Découverte de trésors à la Biennale des arts islamiques Al-Matjar de Djeddah

  • La durabilité clé du concept-store : exposition de plus de 620 pièces rares et sur-mesure
  • La fondation espère que la boutique deviendra l'une des nouvelles destinations culturelles de Djeddah

DJEDDAH : Les visiteurs de la première Biennale des arts islamiques de Djeddah peuvent acheter des objets sur le thème du Ramadan et des œuvres d'art complexes sur place, au concept store Al-Matjar, un espace de vente au détail mis en place par la Fondation de la Biennale Diriyah. 

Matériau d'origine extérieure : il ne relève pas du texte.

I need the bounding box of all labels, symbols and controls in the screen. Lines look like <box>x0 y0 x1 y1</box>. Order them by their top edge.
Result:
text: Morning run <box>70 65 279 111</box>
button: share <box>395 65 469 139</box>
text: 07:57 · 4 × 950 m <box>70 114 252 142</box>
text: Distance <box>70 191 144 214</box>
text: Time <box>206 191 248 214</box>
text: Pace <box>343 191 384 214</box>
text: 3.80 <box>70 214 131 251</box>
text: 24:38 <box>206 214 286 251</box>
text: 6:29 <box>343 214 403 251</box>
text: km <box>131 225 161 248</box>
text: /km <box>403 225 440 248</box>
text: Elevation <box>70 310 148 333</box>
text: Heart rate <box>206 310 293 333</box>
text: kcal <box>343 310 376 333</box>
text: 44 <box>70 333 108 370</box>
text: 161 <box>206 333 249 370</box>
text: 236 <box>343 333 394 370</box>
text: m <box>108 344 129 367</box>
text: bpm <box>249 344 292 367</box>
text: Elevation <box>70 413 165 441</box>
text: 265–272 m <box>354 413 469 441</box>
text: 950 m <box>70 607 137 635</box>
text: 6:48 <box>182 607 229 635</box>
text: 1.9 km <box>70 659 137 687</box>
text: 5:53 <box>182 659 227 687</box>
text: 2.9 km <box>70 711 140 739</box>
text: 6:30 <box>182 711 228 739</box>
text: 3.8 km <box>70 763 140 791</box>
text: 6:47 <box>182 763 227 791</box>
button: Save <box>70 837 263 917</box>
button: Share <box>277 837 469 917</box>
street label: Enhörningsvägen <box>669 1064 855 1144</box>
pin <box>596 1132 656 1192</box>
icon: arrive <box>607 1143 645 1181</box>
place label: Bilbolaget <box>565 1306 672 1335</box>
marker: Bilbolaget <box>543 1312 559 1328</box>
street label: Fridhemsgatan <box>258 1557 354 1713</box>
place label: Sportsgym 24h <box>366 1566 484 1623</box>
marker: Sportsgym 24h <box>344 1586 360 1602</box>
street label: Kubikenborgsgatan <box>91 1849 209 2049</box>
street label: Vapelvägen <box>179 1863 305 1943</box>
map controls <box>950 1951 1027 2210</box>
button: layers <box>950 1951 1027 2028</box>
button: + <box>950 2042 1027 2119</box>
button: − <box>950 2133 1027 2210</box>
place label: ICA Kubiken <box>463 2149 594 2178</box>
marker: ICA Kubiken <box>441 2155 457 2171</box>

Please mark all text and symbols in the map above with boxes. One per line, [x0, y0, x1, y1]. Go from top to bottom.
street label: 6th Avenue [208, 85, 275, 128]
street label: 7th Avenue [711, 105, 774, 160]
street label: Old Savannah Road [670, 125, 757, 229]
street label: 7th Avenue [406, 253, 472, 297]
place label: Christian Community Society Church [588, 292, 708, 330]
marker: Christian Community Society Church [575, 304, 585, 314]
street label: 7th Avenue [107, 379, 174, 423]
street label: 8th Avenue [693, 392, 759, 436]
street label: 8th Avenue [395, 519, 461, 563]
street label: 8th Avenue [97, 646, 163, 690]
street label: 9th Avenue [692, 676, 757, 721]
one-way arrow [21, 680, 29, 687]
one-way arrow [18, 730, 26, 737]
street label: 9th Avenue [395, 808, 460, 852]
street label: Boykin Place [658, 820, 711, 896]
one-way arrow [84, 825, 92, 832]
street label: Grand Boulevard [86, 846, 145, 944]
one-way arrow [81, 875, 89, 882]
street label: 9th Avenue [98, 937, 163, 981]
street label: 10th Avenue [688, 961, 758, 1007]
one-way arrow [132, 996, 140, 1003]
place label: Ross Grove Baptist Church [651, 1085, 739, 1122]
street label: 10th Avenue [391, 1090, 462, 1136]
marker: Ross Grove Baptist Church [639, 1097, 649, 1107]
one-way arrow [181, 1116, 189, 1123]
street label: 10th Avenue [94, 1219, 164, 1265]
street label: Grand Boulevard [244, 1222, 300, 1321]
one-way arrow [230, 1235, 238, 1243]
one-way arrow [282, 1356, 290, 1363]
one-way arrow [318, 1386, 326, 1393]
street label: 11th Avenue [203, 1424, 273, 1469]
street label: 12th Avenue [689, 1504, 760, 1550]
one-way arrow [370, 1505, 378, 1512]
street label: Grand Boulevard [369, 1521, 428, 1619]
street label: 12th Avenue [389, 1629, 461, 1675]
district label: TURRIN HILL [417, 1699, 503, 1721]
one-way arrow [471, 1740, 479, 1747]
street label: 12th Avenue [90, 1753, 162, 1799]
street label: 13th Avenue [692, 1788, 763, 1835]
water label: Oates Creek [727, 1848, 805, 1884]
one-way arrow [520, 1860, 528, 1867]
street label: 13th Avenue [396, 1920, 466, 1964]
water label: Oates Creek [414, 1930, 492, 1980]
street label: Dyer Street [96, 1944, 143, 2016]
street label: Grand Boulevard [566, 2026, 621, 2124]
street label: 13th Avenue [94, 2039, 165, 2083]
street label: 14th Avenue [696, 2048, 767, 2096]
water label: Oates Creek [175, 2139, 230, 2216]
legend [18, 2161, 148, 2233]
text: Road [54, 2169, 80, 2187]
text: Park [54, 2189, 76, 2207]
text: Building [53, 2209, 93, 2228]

« La boutique de la biennale n'est jamais la même. Nous la changeons chaque semaine. La seule constante est que vous verrez la marchandise de la Fondation Diriyah» , a déclaré Dalia Al Akki, la représentante de la boutique, à Arab News.

Selon Al Akki, la fondation espère que la boutique deviendra l'une des nouvelles destinations culturelles de Djeddah. Son but est d’avoir quelque chose pour tout le monde - et de leur permettre de ramener chez eux quelque chose qui représente le thème « Awwal Bait» (première maison) de la Biennale.

« L'idée de cette collaboration est que la Fondation Diriyah cherche à mettre en place une plateforme afin de soutenir les artistes numériques. Il s’agit d’un outil de marketing pour nous et nous utiliserons leurs illustrations pour en créer des produits, de la papeterie ou des puzzles », a-t-elle déclaré. « Nous ne voulions pas simplement créer des produits cette année ; nous cherchions vraiment à renforcer cette idée de collaboration ».

La biennale étant une exposition temporaire, l'idée était de créer des objets concrets que les visiteurs pourraient ramener chez eux.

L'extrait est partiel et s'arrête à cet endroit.